1 KONINGEN 7 - De VensterBijbel(VB)

Salomo bouwt zijn paleis

1Maar aan zijn paleis bouwde Salomo 13 jaar. Toen was het geheel voltooid.

2Hij bouwde een zaal die hij het Woud van de Libanon noemde. Deze was 100 el lang, 50 el breed en 30 el hoog, met een plafond van grote, cederhouten balken die op vier rijen zuilen van cederhout rustten.

3Op die balken lagen 45 cederhouten dwarsbalken, 15 per rij.

4Er waren drie rijen ramen, met de ramen telkens recht boven elkaar.

5Alle deuren en raamkozijnen waren rechthoekig en hadden dezelfde vorm, drie rijen ramen aan elke kant, de ramen recht tegenover elkaar.

6Vervolgens bouwde hij er een voorzaal aan van zuilen, 50 el lang en 30 el breed. Daarvóór was een poortgebouw van zuilen met daarop een naar voren uitstekend afdak.

7Verder liet hij een troonzaal bouwen voor de rechtspraak, de rechtszaal, die van vloer tot plafond met cederhout werd bekleed.

8Achter de voorzaal, aan een andere hof, was het woonhuis van Salomo, dat op dezelfde manier werd gebouwd. Voor zijn vrouw, de dochter van de farao, bouwde hij eenzelfde woonhuis.

9Al deze gebouwen werden gebouwd van kostbare, gehouwen stenen, aan binnen- en buitenzijde op maat gezaagd, alles vanaf de fundering tot aan de dakrand, en vanaf de buitenzijde van het gebouw tot aan de grote voorhof.

10De fundering bestond uit kostbare, grote stenen van 10 el en van 8 el.
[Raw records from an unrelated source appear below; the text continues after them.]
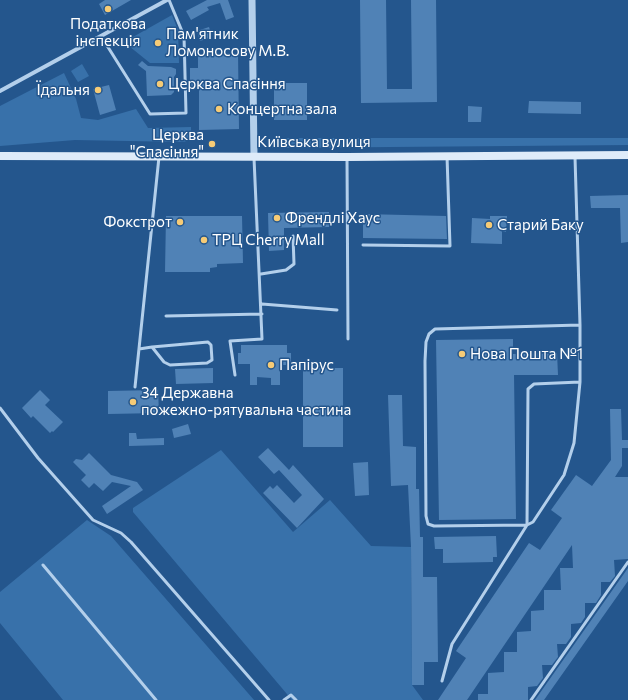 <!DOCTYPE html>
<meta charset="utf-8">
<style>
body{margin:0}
canvas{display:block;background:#24568d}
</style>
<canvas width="628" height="700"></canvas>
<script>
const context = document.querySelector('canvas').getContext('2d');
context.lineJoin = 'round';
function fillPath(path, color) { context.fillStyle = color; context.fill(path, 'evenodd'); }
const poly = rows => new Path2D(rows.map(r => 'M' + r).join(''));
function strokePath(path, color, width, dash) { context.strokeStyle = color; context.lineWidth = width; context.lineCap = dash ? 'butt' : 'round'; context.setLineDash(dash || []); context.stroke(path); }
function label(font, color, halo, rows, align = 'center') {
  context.font = font + ' Commissioner,sans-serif'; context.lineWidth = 3; context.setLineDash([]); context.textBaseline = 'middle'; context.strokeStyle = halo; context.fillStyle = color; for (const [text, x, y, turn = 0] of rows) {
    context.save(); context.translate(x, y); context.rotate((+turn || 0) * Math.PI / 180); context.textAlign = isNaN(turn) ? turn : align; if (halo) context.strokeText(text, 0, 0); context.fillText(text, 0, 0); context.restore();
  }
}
const green = poly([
 [172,15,178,30,179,63,150,63,124,42],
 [82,64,89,76,78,82,71,71],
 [64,73,76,99,81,118,98,120,136,109,148,128,191,127,191,140,183,142,75,140,0,146,0,106],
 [273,138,628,138,628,145,272,148],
 [221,450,293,532,330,500,371,546,411,547,412,685,423,700,292,700,133,512,133,508],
 [87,520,111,536,254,700,63,700,0,623,0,592]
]);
const building = poly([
 [105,0,131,0,105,15,99,4],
 [207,0,228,0,234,17,226,20,220,3,207,7,209,10,191,20,186,11],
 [360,0,386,0,387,89,412,89,411,0,436,0,437,102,361,103],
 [209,27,212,37,200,41,197,31],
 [238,53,239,129,199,130,199,89,190,89,190,68,198,68,198,54],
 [142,61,148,66,171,67,176,69,176,74,174,77,174,92,171,95,147,96,146,71,138,65],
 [274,83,307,83,307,120,274,120],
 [109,85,116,110,100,115,93,89],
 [529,101,581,102,581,114,528,113],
 [468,106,482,107,481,122,468,122],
 [628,195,628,242,621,243,620,208,591,208,590,196],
 [329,212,329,227,284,228,284,250,269,251,268,213],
 [363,214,446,216,447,239,363,238],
 [166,216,242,216,243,263,217,264,217,267,210,268,210,272,165,272],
 [490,216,507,216,506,232,502,231,502,244,471,243,472,218,490,219],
 [513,339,513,354,557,353,558,375,514,375,516,519,439,520,436,340],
 [241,345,287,345,287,353,291,353,291,365,280,365,280,385,271,385,271,378,257,377,257,385,250,385,250,364,238,364,238,353,241,353],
 [213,368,213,383,176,384,175,369],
 [303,368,343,368,343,447,303,447],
 [40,390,50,400,45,405,63,422,53,432,52,431,50,433,33,416,31,418,22,408],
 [158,390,159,413,108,414,108,391],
 [388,395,402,395,403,446,416,447,416,489,419,489,420,537,423,537,423,577,437,577,438,662,424,662,424,685,412,685,411,547,408,485,391,486],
 [610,409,621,409,622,440,628,440,628,448,622,448,622,466,615,477,628,477,628,559,614,560,615,576,610,582,601,582,601,595,596,603,585,603,585,617,581,623,571,624,571,637,566,644,557,644,558,657,552,665,542,665,543,678,537,686,528,687,528,700,478,700,478,694,488,694,488,673,504,672,504,652,517,652,517,632,531,631,531,611,544,610,544,590,561,590,560,568,573,568,572,545,467,700,438,700,466,658,456,651,529,543,540,550,562,518,551,510,576,475,592,486,611,460],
 [188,424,191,434,174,438,172,429],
 [129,433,136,433,137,439,164,438,164,445,129,446],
 [268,448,289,470,293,465,324,499,297,528,263,493,270,486,273,489,277,485,294,503,302,495,279,470,274,474,258,457],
 [89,453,111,475,137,482,143,490,107,514,102,506,131,486,112,482,103,491,94,483,89,488,81,480,86,475,73,462,76,459,82,460],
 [368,462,369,495,355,496,353,463],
 [496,536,497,557,493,557,493,562,443,563,443,549,435,549,434,537],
 [628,568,628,581,544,700,535,700]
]);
const service = poly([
 [101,36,150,114,186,113,184,36,169,0],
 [347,157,348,339],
 [575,157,580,325,580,382,574,443,564,475,533,522,527,525,434,526,428,524,426,516,425,361,426,342,429,334,435,329,580,325],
 [363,245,450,246,447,156],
 [261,274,286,270,294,264,293,236],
 [262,304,337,310],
 [166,316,262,314],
 [139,349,152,347,208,342,211,345,212,360,207,363,170,365,164,362,152,347],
 [235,375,230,341,262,339,254,158],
 [135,387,159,157],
 [0,408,38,458,93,520,121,533,131,542,269,700],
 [43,565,156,700],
 [442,681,452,644,527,525,528,389,534,384,580,382],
 [284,700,291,695,296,700],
 [531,700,628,562]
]);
const minor = poly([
 [0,91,167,0]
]);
const tertiary = poly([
 [252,0,254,156]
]);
const secondary = poly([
 [0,156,347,157,628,155]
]);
const markers = [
 [108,9,4,"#f6cb76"],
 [158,43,4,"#f6cb76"],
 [160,84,4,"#f6cb76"],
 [98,90,4,"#f6cb76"],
 [219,109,4,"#f6cb76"],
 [212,144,4,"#f6cb76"],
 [277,218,4,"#f6cb76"],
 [180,222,4,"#f6cb76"],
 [489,225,4,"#f6cb76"],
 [204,240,4,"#f6cb76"],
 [462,354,4,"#f6cb76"],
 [271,365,4,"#f6cb76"],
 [133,402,4,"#f6cb76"]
];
const poiNames = [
 ["Податкова",108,24,"center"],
 ["інспекція",108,41,"center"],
 ["Пам'ятник",166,34],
 ["Ломоносову М.В.",166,51],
 ["Церква Спасіння",168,84],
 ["Їдальня",90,90,"right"],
 ["Концертна зала",227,109],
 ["Церква",204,135,"right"],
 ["\"Спасіння\"",204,152,"right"],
 ["Френдлі Хаус",285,218],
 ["Фокстрот",172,222,"right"],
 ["Старий Баку",497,225],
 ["ТРЦ Cherry Mall",212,240],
 ["Нова Пошта №1",470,354],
 ["Папірус",279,365],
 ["34 Державна",141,393],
 ["пожежно-рятувальна частина",141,410]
];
const streetNames = [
 ["Київська вулиця",314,142]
];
fillPath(green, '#3871aa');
fillPath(building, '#5082b6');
strokePath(service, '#b3cfeb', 3);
strokePath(minor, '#b3cfeb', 4);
strokePath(tertiary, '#b3cfeb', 7);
strokePath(secondary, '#deebf9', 8);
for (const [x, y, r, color] of markers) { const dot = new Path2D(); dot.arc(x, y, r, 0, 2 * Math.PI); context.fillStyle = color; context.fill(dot); strokePath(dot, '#24568d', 1.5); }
label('15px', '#fff', '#24568d', poiNames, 'left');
label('15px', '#fff', '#24568d', streetNames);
</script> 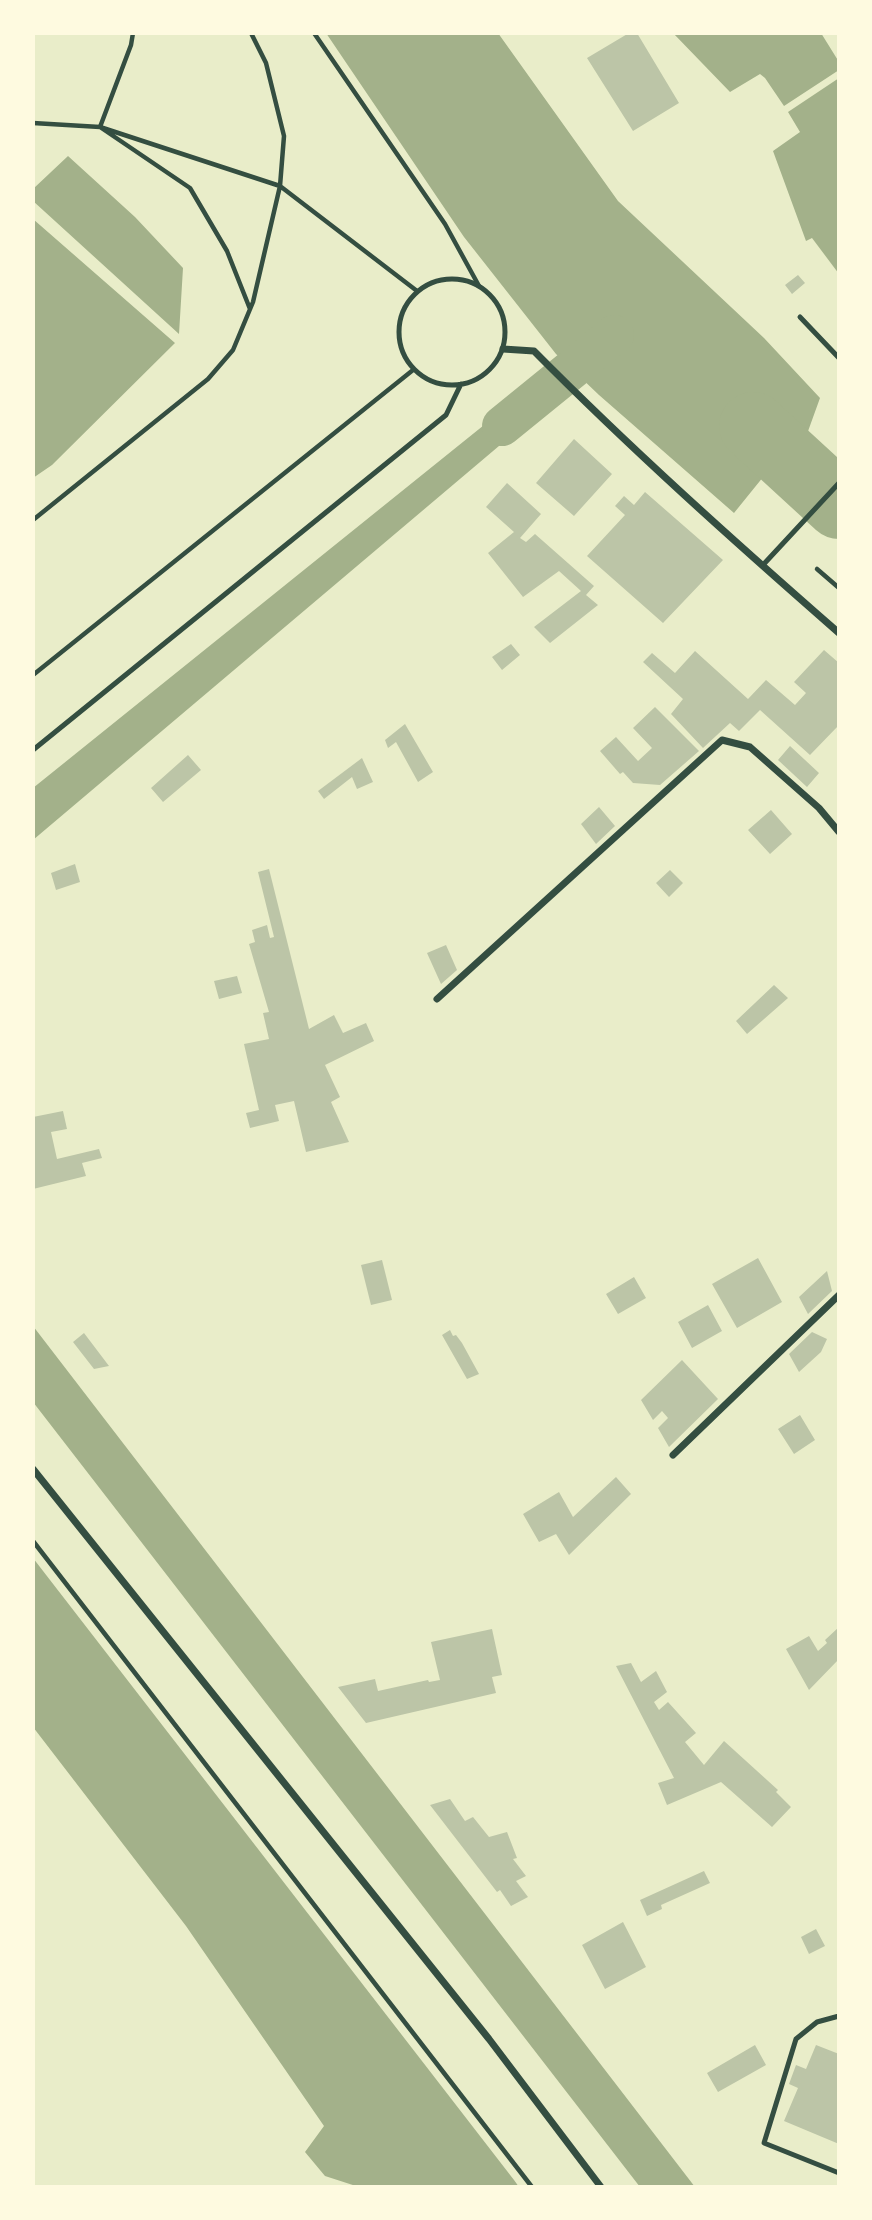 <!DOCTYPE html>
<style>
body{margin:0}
#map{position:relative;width:872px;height:2220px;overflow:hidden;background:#e9edc9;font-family:"Space Grotesk",sans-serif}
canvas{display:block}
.frame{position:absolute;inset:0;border:35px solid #fefae0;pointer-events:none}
</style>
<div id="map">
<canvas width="872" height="2220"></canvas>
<div class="frame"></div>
</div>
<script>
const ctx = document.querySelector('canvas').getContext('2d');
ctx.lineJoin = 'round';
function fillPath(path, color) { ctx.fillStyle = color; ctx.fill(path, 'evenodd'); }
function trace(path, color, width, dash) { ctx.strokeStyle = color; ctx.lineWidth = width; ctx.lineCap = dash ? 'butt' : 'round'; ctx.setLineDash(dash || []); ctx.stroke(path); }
fillPath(new Path2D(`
 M326 33H498L618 201 764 338 820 398 807 434 839 464V474L813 500 772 466 734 513 599 395 556 354 464 237Z
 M673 33H821L839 62V70L784 106 765 78 760 74 730 92Z
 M839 78V274L812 238 806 241 773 151 800 132 788 112Z
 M68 156 135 217 183 268 179 334 33 201V189Z
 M33 219 175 343 52 465 33 478Z
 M535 384 551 402 33 840V788Z
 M33 1326 695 2187H640L33 1402Z
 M33 1558 514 2180 519 2187H359L325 2176 305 2152 324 2126 186 1926 33 1727Z`), '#a3b18a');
trace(new Path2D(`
 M502 426 614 335`), '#a3b18a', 40);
trace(new Path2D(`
 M753 426 839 505`), '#a3b18a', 68);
fillPath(new Path2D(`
 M629 33H637L679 103 633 131 587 58Z
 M798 275 805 283 792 294 785 285Z
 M574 439 612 474 574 516 536 483Z
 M507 483 541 514 520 538 526 542 535 534 594 586 586 595 598 605 550 643 534 627 581 591 559 571 523 597 488 553 514 532 486 507Z
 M645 492 723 560 663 623 587 556 625 515 615 506 624 496 634 505Z
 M511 644 520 655 502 670 492 657Z
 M824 650 839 663V725L810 755 760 710 739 731 730 723 703 748 671 714 683 699 643 662 652 653 675 673 695 651 748 699 766 680 795 705 806 693 794 682Z
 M655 707 699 751 660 785 633 783 623 772 620 774 600 751 616 737 638 761 652 748 633 728Z
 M405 724 433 772 418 782 396 742 388 748 385 740Z
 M790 746 819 773 807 787 778 760Z
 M188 755 201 770 163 802 151 788Z
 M362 758 373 782 357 789 352 777 324 799 318 791Z
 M599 807 615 826 596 844 581 824Z
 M771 810 792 834 770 854 748 830Z
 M75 864 80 882 56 890 51 873Z
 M269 869 309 1029 334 1015 343 1033 366 1023 374 1041 325 1065 340 1097 331 1102 349 1142 306 1152 294 1101 275 1105 279 1121 250 1128 246 1113 259 1110 244 1044 269 1039 263 1013 269 1012 249 944 255 942 252 930 267 925 270 938 274 937 258 872Z
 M670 870 683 883 669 897 656 883Z
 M446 945 457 970 441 984 427 953Z
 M237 976 242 993 219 999 214 981Z
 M774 985 788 998 747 1034 736 1021Z
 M63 1111 67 1129 51 1132 57 1159 99 1149 102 1158 82 1163 86 1176 33 1189V1117Z
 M758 1258 782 1302 737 1328 712 1284Z
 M382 1260 392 1300 371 1305 361 1265Z
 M827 1271 832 1291 808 1314 799 1297Z
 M634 1277 646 1298 618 1314 606 1294Z
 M708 1305 722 1331 692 1348 678 1322Z
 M450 1330 453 1336 456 1335 462 1343 479 1374 467 1379 442 1335Z
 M812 1332 827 1339 821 1352 799 1372 789 1354Z
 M84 1333 109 1366 94 1369 73 1342Z
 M682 1360 718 1399 669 1447 658 1428 668 1418 662 1411 653 1420 641 1400Z
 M800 1415 815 1440 794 1454 778 1429Z
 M616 1477 631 1494 569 1555 556 1534 539 1542 523 1514 559 1492 573 1517Z
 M839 1627V1659L809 1690 786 1649 809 1636 818 1651 827 1643 825 1640Z
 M492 1629 502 1675 492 1677 496 1693 366 1723 338 1687 375 1679 378 1691 428 1680 429 1682 440 1680 431 1642Z
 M631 1663 641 1682 656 1671 667 1692 654 1702 659 1710 668 1702 696 1733 685 1742 704 1765 724 1741 778 1790 776 1792 791 1807 772 1827 721 1782 667 1805 658 1783 674 1778 616 1666Z
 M450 1799 465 1821 473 1817 489 1837 507 1832 517 1858 513 1859 526 1876 516 1881 528 1897 511 1906 500 1890 497 1892 430 1805Z
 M704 1871 710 1883 661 1905 662 1909 647 1916 640 1900Z
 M623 1922 646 1967 605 1989 582 1945Z
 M816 1929 825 1946 809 1954 801 1937Z
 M755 2045 766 2065 718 2092 707 2073Z
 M816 2045 839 2054V2144L784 2121 798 2088 789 2084 796 2065 806 2069Z`), '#bcc5a7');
trace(new Path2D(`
 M133 33 131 45 100 127 190 188 227 251 250 309
 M314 33 445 224 479 286
 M33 123 100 127 280 186 417 291
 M33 520 208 379 233 350 253 302 280 186 284 136 266 63 251 33
 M817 569 839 588
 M33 675 413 370
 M33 1541 532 2187`), '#344e41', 4.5);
trace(new Path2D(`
 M399 332a53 53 0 1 1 106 0a53 53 0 1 1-106 0Z
 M800 317 839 358
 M762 566 839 483
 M33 750 446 415 461 384
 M839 2016 817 2022 796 2039 764 2143 839 2173`), '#344e41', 5);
trace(new Path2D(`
 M503 349 534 351C631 449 735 542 839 633
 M437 999 722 740 750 747 819 808 839 832
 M673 1455 839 1295
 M33 1469 489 2039 601 2187`), '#344e41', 7);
</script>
11Daarop werd gebouwd met kostbare stenen die de afmetingen van gangbare bouwstenen hadden en met cederhouten balken.

12De grote voorhof had rondom een muur van drie rijen gehouwen stenen en één rij cederhouten balken. De binnenhof van het huis van de Heer en de voorhof van het paleis waren dus op dezelfde manier gemaakt.

De voorwerpen voor de tempel

13 2 Kro 3:15—4:22 Vervolgens liet koning Salomo ene Hiram uit Tyrus komen.
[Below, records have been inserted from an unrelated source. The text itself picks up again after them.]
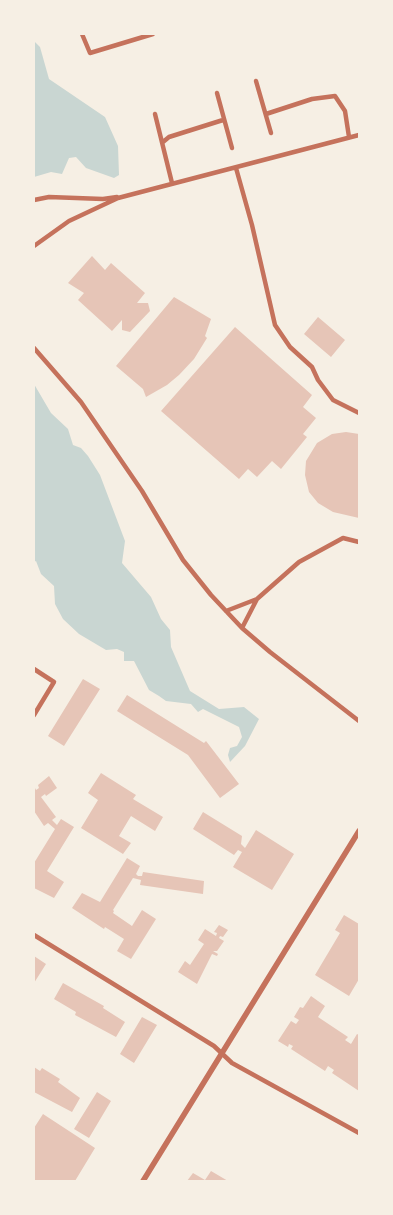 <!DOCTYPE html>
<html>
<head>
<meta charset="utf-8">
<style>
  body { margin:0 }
  #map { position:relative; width:393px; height:1215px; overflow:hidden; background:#f6efe4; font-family:"DejaVu Sans",sans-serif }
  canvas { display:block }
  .frame { position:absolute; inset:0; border:35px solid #f6efe4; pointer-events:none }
</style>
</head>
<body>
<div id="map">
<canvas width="393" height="1215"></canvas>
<div class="frame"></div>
</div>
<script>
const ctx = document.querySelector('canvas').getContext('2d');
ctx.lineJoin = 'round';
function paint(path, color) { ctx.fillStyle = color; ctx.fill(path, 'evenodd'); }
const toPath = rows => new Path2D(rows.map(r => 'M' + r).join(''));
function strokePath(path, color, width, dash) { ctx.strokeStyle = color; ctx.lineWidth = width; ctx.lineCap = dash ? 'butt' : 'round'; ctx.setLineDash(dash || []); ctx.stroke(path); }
paint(toPath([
  [34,41,40,47,49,79,105,117,118,146,119,175,114,178,86,168,76,157,69,158,62,174,51,172,34,177],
  [34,384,51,413,68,429,73,445,81,448,88,456,100,475,125,541,122,563,151,597,161,619,170,630,171,647,190,691,219,709,244,707,259,719,245,746,230,762,228,755,230,748,237,746,242,737,239,727,203,709,198,712,191,704,166,701,159,696,149,690,134,661,124,661,124,652,117,649,106,650,79,634,63,619,55,604,54,586,41,574,36,561,34,562]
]), '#c9d6d2');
paint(toPath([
  [92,256,105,270,111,263,145,293,137,303,148,303,150,311,130,332,122,330,122,320,112,331,78,300,84,293,68,283],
  [174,297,211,319,205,336,207,338,194,359,179,375,167,385,146,397,143,389,116,366],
  [318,317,345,340,331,357,304,334],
  [235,327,312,395,303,407,316,418,303,434,307,437,281,469,272,461,257,477,248,469,239,479,161,411],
  [346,432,359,434,359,518,333,512,318,503,309,492,305,475,306,461,317,443,332,434],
  [83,679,100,689,64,746,48,736],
  [127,695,204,743,206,741,239,784,220,798,188,755,117,711],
  [101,773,136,795,133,799,163,817,155,831,131,816,119,836,131,843,123,854,81,828,98,800,88,793],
  [49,776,57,788,46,796,45,794,41,797,56,817,52,820,57,825,61,819,74,827,47,871,64,882,54,898,34,888,34,863,55,829,48,823,44,826,34,811,34,786,36,790,39,788,38,785],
  [203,812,242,836,241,844,245,848,256,830,294,854,272,890,233,867,242,852,238,850,234,855,193,829],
  [127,858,140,866,136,874,138,876,142,876,143,872,204,881,203,894,140,885,141,880,133,878,113,910,114,911,113,913,132,926,142,910,156,919,131,959,117,951,124,939,105,927,104,929,72,908,82,893,100,902],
  [344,915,359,924,359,979,349,996,315,975,340,933,335,930],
  [219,925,228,930,223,937,220,936,219,938,224,941,217,951,213,951,218,954,217,956,212,954,197,984,178,972,185,961,190,965,204,944,198,940,205,929,216,936,217,933,214,932],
  [34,956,46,964,34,983],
  [63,983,104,1006,103,1008,125,1022,116,1037,75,1015,76,1012,54,999],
  [311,996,325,1006,318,1017,348,1037,345,1040,351,1044,357,1034,359,1035,359,1091,332,1073,334,1070,328,1066,325,1071,291,1049,293,1046,289,1044,288,1047,278,1041,291,1021,296,1024,299,1020,294,1017,300,1007,303,1008],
  [142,1017,157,1025,134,1063,120,1054],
  [34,1067,40,1071,42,1068,60,1079,58,1082,80,1098,72,1112,34,1092],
  [97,1092,111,1101,89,1138,74,1129],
  [43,1114,95,1148,75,1181,34,1181,34,1128],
  [211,1171,228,1181,187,1181,193,1173,205,1180]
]), '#e6c5b7');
strokePath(toPath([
  [82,34,90,53,153,34],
  [256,81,271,133],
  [217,93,232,148],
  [155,114,172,183],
  [266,114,312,99,335,96,345,111,349,137],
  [163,142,169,137,223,120],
  [236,168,252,225,275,325,290,347,312,367,318,380,333,400,359,413],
  [34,200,49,197,103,199,117,197],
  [34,246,69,221,118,198,359,135],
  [34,348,81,402,142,491,183,560,211,595,242,628,270,652,359,721],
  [226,611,257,599],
  [242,628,257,599,299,562,343,538,359,542],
  [34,669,54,682,34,715],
  [34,935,214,1046,232,1063,359,1133]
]), '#c5725c', 4.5);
strokePath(toPath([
  [143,1181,359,831]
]), '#c5725c', 5.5);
</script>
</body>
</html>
14Hij was de zoon van een weduwe uit de stam Naftali, zijn vader was een koperbewerker uit Tyrus geweest. Hiram was een bekwaam en talentvol vakman in het vervaardigen van koperwerk. Hij kwam naar koning Salomo en maakte al zijn koperwerk.

15Hiram maakte twee koperen zuilen, elk met een hoogte van 18 el en een omtrek van 12 el.

16Ook maakte hij van gegoten koper twee kapitelen die bovenop de zuilen werden geplaatst, elk met een hoogte van 5 el.

17Verder maakte hij twee koperen netwerken bestaande uit gedraaide snoeren, en gevlochten kettingen voor de kapitelen die bovenop de zuilen stonden, zeven rond elk kapiteel.

18Rondom aan de netwerken die de beide kapitelen bedekten maakte hij twee rijen granaatappels.

19De kapitelen op de zuilen voor de voorzaal waren 4 el hoog en hadden de vorm van een lelie.

20De kapitelen stonden op de twee zuilen, boven de bolling, en werden beide bedekt met het netwerk, waaraan in rijen 200 granaatappels bevestigd waren.

21Vervolgens plaatste hij de zuilen tegen de voorzaal van de tempel. De rechter zuil noemde hij Jachin, de linker zuil Boaz.

22Bovenop de zuilen werden de lelievormige kapitelen bevestigd. Daarmee was het werk aan de zuilen voltooid.

23Verder maakte hij de gegoten Zee, helemaal rond, met een doorsnede van 10 el, een hoogte van 5 el en een omtrek van 30 el.

24Onder de rand daarvan zaten twee rijen knoppen, helemaal rondom het bekken, tien knoppen per el, aangegoten aan de schaal.

25Het bekken stond op twaalf runderen, waarvan er drie naar het noorden gekeerd stonden, drie naar het westen, drie naar het zuiden en drie naar het oosten, met daarop de Zee. Ze stonden met hun achterlijven naar binnen gekeerd.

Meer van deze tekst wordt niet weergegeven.